▶ _SUPPLIED INFORMATION_:
[Start of section]

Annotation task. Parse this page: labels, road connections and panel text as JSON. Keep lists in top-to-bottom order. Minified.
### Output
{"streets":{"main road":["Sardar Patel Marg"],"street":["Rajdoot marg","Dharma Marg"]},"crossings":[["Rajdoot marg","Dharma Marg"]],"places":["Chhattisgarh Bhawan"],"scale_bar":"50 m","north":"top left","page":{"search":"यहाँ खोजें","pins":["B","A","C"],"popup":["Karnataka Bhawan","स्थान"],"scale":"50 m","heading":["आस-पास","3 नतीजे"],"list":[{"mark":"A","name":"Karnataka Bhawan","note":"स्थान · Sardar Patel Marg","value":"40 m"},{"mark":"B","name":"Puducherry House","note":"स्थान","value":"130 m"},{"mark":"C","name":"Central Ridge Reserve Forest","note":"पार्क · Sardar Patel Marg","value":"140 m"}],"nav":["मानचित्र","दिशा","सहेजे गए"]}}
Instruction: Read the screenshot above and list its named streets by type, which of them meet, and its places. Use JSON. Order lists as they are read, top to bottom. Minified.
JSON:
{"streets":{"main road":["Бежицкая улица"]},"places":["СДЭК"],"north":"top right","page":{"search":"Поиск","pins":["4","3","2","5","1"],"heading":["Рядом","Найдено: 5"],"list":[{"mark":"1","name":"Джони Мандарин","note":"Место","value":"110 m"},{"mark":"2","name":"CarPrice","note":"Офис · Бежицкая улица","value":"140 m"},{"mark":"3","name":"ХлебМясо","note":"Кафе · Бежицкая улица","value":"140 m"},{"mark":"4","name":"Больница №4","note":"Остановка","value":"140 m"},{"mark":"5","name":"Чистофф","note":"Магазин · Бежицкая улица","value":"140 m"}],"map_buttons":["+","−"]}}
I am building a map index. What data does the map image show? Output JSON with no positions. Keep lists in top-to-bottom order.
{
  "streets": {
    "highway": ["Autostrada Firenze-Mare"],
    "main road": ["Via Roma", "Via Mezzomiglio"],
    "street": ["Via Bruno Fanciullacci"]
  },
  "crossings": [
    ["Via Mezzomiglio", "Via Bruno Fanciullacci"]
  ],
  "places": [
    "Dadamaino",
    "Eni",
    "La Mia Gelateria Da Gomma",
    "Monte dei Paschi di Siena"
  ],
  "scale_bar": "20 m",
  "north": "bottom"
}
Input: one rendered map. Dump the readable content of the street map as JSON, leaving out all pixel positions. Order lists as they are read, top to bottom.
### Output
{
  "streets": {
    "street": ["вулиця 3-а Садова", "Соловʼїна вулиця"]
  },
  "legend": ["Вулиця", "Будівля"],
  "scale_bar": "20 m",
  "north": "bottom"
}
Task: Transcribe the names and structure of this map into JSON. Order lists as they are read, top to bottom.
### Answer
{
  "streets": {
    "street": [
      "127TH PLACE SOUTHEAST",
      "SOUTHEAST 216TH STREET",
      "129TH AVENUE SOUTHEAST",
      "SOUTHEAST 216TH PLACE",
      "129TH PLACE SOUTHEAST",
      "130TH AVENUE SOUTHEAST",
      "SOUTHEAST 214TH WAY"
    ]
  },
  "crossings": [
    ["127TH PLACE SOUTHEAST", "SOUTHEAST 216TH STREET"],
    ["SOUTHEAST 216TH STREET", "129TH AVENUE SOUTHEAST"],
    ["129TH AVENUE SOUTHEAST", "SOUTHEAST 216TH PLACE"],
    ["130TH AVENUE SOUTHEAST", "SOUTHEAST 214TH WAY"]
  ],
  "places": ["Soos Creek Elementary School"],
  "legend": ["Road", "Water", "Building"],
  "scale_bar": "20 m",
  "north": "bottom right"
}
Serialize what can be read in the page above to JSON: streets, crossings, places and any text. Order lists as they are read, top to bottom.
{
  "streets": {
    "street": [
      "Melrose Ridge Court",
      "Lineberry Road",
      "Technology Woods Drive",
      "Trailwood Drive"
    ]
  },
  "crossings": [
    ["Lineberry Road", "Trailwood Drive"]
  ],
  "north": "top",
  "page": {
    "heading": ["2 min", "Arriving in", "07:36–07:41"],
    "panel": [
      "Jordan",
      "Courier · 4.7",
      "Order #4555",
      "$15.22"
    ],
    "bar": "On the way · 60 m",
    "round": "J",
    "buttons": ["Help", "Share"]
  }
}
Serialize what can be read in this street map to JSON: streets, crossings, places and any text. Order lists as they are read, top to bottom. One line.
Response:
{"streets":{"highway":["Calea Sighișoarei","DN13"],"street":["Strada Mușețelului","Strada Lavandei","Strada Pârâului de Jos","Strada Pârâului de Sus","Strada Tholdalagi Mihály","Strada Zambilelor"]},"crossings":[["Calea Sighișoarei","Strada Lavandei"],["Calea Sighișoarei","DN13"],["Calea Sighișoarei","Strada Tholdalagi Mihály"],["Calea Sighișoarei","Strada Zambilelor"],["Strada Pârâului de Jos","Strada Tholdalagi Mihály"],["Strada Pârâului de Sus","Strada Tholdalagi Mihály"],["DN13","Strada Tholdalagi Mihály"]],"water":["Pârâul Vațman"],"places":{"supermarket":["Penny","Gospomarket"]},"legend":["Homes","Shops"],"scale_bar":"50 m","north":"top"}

[End of section]

▶ _WHAT YOU HAVE TO DO_: Print from the line containing "Serialize what can be read in the" to the last line above, exactly as written.

▶ _RESPONSE_:
Serialize what can be read in the page above to JSON: streets, crossings, places and any text. Order lists as they are read, top to bottom.
{
  "streets": {
    "street": [
      "Melrose Ridge Court",
      "Lineberry Road",
      "Technology Woods Drive",
      "Trailwood Drive"
    ]
  },
  "crossings": [
    ["Lineberry Road", "Trailwood Drive"]
  ],
  "north": "top",
  "page": {
    "heading": ["2 min", "Arriving in", "07:36–07:41"],
    "panel": [
      "Jordan",
      "Courier · 4.7",
      "Order #4555",
      "$15.22"
    ],
    "bar": "On the way · 60 m",
    "round": "J",
    "buttons": ["Help", "Share"]
  }
}
Serialize what can be read in this street map to JSON: streets, crossings, places and any text. Order lists as they are read, top to bottom. One line.
Response:
{"streets":{"highway":["Calea Sighișoarei","DN13"],"street":["Strada Mușețelului","Strada Lavandei","Strada Pârâului de Jos","Strada Pârâului de Sus","Strada Tholdalagi Mihály","Strada Zambilelor"]},"crossings":[["Calea Sighișoarei","Strada Lavandei"],["Calea Sighișoarei","DN13"],["Calea Sighișoarei","Strada Tholdalagi Mihály"],["Calea Sighișoarei","Strada Zambilelor"],["Strada Pârâului de Jos","Strada Tholdalagi Mihály"],["Strada Pârâului de Sus","Strada Tholdalagi Mihály"],["DN13","Strada Tholdalagi Mihály"]],"water":["Pârâul Vațman"],"places":{"supermarket":["Penny","Gospomarket"]},"legend":["Homes","Shops"],"scale_bar":"50 m","north":"top"}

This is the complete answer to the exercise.